Montaigne por el contrario practica la escritura de nervio templado que se revela como ofrenda, consejo y enseñanza. Y si los males aumentan por la edad, ser sereno y agradecido con lo que se ha vivido.
El árbol del saber
Las reglas
Wittgenstein plantea una alegoría con unos nativos que no saben leer ni escribir en una aldea remota y con un explorador apuntando en un cuaderno aquello que hacen. El antropólogo escribe las reglas que explicarían las acciones que estos realizan, así tendríamos el juego 1 que son las acciones realizadas con el conocimiento instintivo, que se confunde con lo natal, lo puro u original, Wittgenstein lo llamaría Gerüst, es decir andamiaje o armazón, Aristóteles lo llamaría Poiesis, mientras que por otro lado tendríamos el juego 2, las reglas, la política, la ciudad. Es decir, tendríamos el juego y sus reglas.

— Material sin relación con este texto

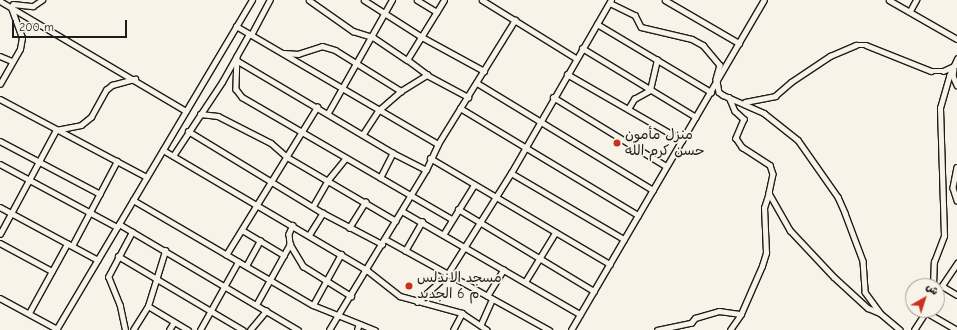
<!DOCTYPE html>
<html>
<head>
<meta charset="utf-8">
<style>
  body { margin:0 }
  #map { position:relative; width:957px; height:330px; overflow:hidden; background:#f7f3e8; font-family:"Comic Neue","Playpen Sans Arabic",sans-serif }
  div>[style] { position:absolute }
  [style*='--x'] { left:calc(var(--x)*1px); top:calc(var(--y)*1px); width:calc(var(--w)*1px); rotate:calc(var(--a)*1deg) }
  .roads { filter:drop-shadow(1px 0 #1c1c1c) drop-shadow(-1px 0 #1c1c1c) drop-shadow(0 1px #1c1c1c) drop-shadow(0 -1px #1c1c1c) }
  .minor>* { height:4.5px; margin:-2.25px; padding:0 2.25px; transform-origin:2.25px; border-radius:2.25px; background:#f7f3e8 }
  .dots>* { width:11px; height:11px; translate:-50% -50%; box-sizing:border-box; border:2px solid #f7f3e8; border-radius:50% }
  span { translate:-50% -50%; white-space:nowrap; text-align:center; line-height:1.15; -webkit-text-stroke:3.5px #f7f3e8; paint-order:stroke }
  .poi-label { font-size:14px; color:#1c1c1c }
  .left { translate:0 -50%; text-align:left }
  .north { position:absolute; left:905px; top:278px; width:40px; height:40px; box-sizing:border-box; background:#f7f3e8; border:1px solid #9f9d96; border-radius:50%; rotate:39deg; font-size:11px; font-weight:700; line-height:16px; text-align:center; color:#1c1c1c }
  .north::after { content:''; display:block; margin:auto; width:14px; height:18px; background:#c8321e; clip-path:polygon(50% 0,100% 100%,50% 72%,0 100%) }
  .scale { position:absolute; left:12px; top:20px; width:115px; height:18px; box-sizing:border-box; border:2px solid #1c1c1c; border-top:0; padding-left:5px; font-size:12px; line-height:14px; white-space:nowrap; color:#1c1c1c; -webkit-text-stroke:3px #f7f3e8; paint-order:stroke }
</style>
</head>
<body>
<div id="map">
  <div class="roads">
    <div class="minor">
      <div style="--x:309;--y:0;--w:54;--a:35.2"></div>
      <div style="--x:353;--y:31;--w:21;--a:17"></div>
      <div style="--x:373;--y:37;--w:41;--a:34.1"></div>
      <div style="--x:364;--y:0;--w:69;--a:32.5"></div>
      <div style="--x:422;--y:37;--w:71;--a:28.7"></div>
      <div style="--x:417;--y:0;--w:23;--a:31"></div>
      <div style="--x:482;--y:0;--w:110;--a:31.7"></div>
      <div style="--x:665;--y:0;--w:86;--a:30.2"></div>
      <div style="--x:889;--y:0;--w:78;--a:29.8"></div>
      <div style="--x:0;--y:1;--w:216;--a:30.6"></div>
      <div style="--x:610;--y:3;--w:28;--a:26"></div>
      <div style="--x:635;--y:15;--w:13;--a:63"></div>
      <div style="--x:641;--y:27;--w:52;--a:13.2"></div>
      <div style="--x:692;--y:39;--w:13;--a:29"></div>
      <div style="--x:703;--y:45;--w:26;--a:50"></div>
      <div style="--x:720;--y:65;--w:15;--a:106"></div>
      <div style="--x:13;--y:4;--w:20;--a:6"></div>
      <div style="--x:33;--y:6;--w:11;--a:-34"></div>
      <div style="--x:910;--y:11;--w:13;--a:-61"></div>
      <div style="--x:597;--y:24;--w:133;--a:30.8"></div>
      <div style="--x:236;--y:26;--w:234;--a:30.3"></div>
      <div style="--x:251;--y:35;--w:40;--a:-62"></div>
      <div style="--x:582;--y:48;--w:133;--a:31.2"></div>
      <div style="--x:284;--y:53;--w:14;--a:4"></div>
      <div style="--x:298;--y:54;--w:25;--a:-18"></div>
      <div style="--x:322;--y:46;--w:14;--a:17"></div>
      <div style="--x:335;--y:50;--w:78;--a:31.8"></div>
      <div style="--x:0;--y:56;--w:13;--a:23"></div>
      <div style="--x:237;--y:56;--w:33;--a:92"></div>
      <div style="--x:236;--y:89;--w:10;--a:53"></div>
      <div style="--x:242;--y:97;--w:243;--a:30.2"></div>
      <div style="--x:236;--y:60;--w:182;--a:30.6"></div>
      <div style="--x:393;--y:153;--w:37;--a:27"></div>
      <div style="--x:954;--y:69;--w:7;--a:98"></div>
      <div style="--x:953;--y:76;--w:10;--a:66"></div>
      <div style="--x:567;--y:74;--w:133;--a:29.9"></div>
      <div style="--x:427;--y:75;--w:47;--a:28.2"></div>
      <div style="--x:717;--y:81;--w:11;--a:80"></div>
      <div style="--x:719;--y:92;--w:5;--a:37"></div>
      <div style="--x:723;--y:95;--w:45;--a:23.7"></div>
      <div style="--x:764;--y:113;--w:43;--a:38.5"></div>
      <div style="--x:798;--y:140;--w:70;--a:54.9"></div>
      <div style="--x:838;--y:197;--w:17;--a:66"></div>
      <div style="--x:845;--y:213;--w:51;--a:69.4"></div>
      <div style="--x:863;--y:261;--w:31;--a:86"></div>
      <div style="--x:865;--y:292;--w:26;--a:54"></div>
      <div style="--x:880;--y:313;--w:26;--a:40"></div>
      <div style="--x:477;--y:83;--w:206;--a:31.3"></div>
      <div style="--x:0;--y:84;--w:40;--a:-60.3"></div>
      <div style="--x:20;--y:49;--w:11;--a:-80"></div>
      <div style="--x:22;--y:38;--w:33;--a:-110"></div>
      <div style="--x:553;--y:97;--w:132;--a:31.4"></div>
      <div style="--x:729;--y:97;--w:15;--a:67"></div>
      <div style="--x:735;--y:111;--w:12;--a:42"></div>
      <div style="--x:744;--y:119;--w:21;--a:113"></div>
      <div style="--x:736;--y:138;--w:11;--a:56"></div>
      <div style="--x:742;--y:147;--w:33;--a:33"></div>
      <div style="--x:770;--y:165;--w:9;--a:72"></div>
      <div style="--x:773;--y:174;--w:19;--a:102"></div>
      <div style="--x:769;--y:193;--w:43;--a:60.4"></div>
      <div style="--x:790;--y:230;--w:64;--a:46.9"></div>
      <div style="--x:834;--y:277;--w:46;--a:42.4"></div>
      <div style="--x:868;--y:308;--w:13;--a:23"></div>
      <div style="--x:0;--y:99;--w:166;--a:28"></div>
      <div style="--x:745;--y:102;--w:31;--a:-11"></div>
      <div style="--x:775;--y:96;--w:21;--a:-41"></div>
      <div style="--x:791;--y:82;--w:47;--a:-33.7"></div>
      <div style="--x:830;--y:56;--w:28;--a:-23"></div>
      <div style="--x:856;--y:45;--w:10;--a:0"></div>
      <div style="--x:866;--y:45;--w:70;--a:21.8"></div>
      <div style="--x:931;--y:71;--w:12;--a:0"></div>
      <div style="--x:943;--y:71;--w:12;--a:-24"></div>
      <div style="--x:460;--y:108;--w:208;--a:31"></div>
      <div style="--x:628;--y:109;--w:12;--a:-59"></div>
      <div style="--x:634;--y:99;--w:18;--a:-29"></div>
      <div style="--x:650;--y:90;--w:31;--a:-77"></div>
      <div style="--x:328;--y:113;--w:130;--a:-60.5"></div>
      <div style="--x:200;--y:114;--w:18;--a:6"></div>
      <div style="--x:218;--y:116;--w:59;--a:27"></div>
      <div style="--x:271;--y:143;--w:21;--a:41"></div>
      <div style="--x:287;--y:157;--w:126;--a:30.4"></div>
      <div style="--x:188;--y:131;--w:158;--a:31.3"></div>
      <div style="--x:323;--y:213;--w:67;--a:27.7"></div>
      <div style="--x:363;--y:134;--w:27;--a:-57"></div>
      <div style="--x:378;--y:111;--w:30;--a:-41"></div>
      <div style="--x:401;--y:91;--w:31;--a:-32"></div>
      <div style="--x:427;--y:75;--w:25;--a:-143"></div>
      <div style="--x:407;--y:60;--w:70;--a:-58.3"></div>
      <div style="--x:0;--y:141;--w:113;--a:27.9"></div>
      <div style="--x:163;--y:150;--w:237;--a:30.5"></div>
      <div style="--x:367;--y:270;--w:42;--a:38.2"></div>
      <div style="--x:400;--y:296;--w:64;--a:15.3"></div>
      <div style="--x:462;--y:313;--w:30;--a:34"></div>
      <div style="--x:173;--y:156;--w:89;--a:-56.5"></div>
      <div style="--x:222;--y:82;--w:55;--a:-60.6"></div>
      <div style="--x:430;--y:158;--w:209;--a:30.5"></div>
      <div style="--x:0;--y:164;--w:133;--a:28.3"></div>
      <div style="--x:957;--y:167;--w:21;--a:101"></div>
      <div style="--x:953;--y:188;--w:13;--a:72"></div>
      <div style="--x:511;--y:173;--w:131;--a:30.3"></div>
      <div style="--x:380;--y:178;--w:28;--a:-63"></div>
      <div style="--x:133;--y:200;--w:208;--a:30.3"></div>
      <div style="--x:313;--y:305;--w:67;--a:22"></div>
      <div style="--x:313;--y:206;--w:30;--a:-60"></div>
      <div style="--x:328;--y:180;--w:28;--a:-51"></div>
      <div style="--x:0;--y:207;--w:111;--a:28.4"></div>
      <div style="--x:458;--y:209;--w:159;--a:31.1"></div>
      <div style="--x:402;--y:211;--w:206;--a:30.1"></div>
      <div style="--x:119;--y:224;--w:208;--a:30.6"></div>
      <div style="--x:293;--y:225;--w:10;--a:114"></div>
      <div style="--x:289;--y:234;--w:10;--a:84"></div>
      <div style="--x:290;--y:244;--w:26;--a:59"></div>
      <div style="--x:303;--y:266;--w:57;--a:32"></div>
      <div style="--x:349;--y:228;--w:31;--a:-58"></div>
      <div style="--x:242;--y:230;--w:49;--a:30.8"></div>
      <div style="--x:0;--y:234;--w:118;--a:-61.7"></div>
      <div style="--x:56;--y:130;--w:25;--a:-11"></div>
      <div style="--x:81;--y:125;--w:13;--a:-39"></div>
      <div style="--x:91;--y:117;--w:31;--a:-61"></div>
      <div style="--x:106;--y:90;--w:8;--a:-40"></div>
      <div style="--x:112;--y:85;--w:24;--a:-15"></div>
      <div style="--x:309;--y:235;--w:26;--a:-58"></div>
      <div style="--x:443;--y:235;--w:59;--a:-58.2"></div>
      <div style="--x:385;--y:239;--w:188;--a:29"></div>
      <div style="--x:0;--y:243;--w:59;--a:28.3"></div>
      <div style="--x:72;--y:246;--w:96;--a:-62.1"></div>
      <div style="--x:405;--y:251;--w:34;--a:-60"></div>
      <div style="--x:226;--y:255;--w:174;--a:-58.4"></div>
      <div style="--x:118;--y:256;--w:145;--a:30.6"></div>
      <div style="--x:246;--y:266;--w:29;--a:-61"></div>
      <div style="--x:525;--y:282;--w:57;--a:-58.5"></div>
      <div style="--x:933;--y:286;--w:24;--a:-88"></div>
      <div style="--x:934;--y:262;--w:28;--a:-69"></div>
      <div style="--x:944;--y:236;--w:128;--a:-91.8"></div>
      <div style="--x:940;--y:108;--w:33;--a:-74"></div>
      <div style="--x:949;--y:76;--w:19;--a:-65"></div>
      <div style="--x:942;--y:286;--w:17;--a:31"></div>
      <div style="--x:937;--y:293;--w:36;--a:-56"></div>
      <div style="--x:487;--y:296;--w:31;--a:-58"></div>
      <div style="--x:0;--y:298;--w:65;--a:28.5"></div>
      <div style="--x:417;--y:302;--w:40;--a:-42"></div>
      <div style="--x:447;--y:275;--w:120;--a:-57.9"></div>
      <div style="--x:511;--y:173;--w:200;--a:-60"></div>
      <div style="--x:256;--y:305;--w:70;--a:-60.9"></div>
      <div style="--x:313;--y:305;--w:58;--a:-61.2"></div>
      <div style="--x:148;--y:306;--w:47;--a:31"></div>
      <div style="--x:926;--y:312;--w:36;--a:30"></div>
      <div style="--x:29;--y:313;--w:79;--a:-61.2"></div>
      <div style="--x:481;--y:324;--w:27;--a:-66"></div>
      <div style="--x:56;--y:330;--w:384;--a:-59.3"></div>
      <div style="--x:125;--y:330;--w:25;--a:-102"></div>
      <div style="--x:120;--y:306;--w:31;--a:-112"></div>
      <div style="--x:108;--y:277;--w:51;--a:-61.9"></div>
      <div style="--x:133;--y:330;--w:28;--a:-58"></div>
      <div style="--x:148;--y:306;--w:58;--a:-72.8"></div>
      <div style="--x:169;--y:330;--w:9;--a:-58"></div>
      <div style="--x:200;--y:330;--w:78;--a:-60.8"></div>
      <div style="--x:250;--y:330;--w:25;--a:-50"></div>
      <div style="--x:329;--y:330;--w:187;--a:-58.8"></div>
      <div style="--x:426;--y:170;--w:29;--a:-65"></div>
      <div style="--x:438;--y:144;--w:146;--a:-58.2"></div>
      <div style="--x:357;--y:330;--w:6;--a:-72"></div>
      <div style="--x:453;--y:330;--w:19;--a:-62"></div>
      <div style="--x:571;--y:330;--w:382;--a:-59.7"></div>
      <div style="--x:657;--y:330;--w:35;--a:-12"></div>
      <div style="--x:691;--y:323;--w:6;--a:-51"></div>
      <div style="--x:695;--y:318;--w:25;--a:-16"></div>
      <div style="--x:719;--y:311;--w:22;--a:8"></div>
      <div style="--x:730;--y:330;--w:19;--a:-55"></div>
      <div style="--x:741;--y:314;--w:52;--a:-66.4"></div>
      <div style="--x:762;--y:266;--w:14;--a:-73"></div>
      <div style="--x:766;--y:253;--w:45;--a:-92.5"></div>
      <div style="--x:764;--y:208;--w:16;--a:-72"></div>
      <div style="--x:914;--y:330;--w:24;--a:-57"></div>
    </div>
  </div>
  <div class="dots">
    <div style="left:617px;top:143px;background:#c8321e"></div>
    <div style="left:409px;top:286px;background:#c8321e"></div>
  </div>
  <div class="poi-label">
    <span class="left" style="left:625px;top:143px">منزل مأمون<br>حسن كرم الله</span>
    <span class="left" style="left:417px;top:286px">مسجد الاندلس<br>م 6 الجديد</span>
  </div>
  <div class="north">ش</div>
  <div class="scale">200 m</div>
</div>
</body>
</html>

La Razón produce monstruos
Galileo, Maquiavelo, Erasmo de Rotterdam, durante el Renacimiento el hombre pone sus ojos en el Mundo, en la realidad sentida, liberándose de la tutela de la Fe y de Dios. En los ensayos Montaigne ensaya hablar de sí mismo, de sus viajes, de la amistad, de la política. Surgen las primeras utopías de la historia, la de Tomás Moro, remedando la República de Platón, o la de F. Bacon y su Atlántida ideal. Pero a la vez tambien se hace evidente el peligro de darles la espalda a los dioses, de que la soñada utopía se convierta en una pesadilla distópica, y la terrible certeza de que los sueños de la Razón producen monstruos. Si Erasmo elogia la locura, Montaigne nos advierte que el hombre es loco y mortal, y que pedir cordura es cómo pedirle a un enfermo que sane. La filosofía se contagia de la enfermedad de razonar con argumentos que son palabras huecas, de dar lecciones imposibles que nadie puede obedecer. Pero también la filosofía puede recordarnos que el hombre es un magistrado sin jurisdicción, un miope en el conocimiento, y en demasiadas ocasiones es tan sólo el bufón de su farsa.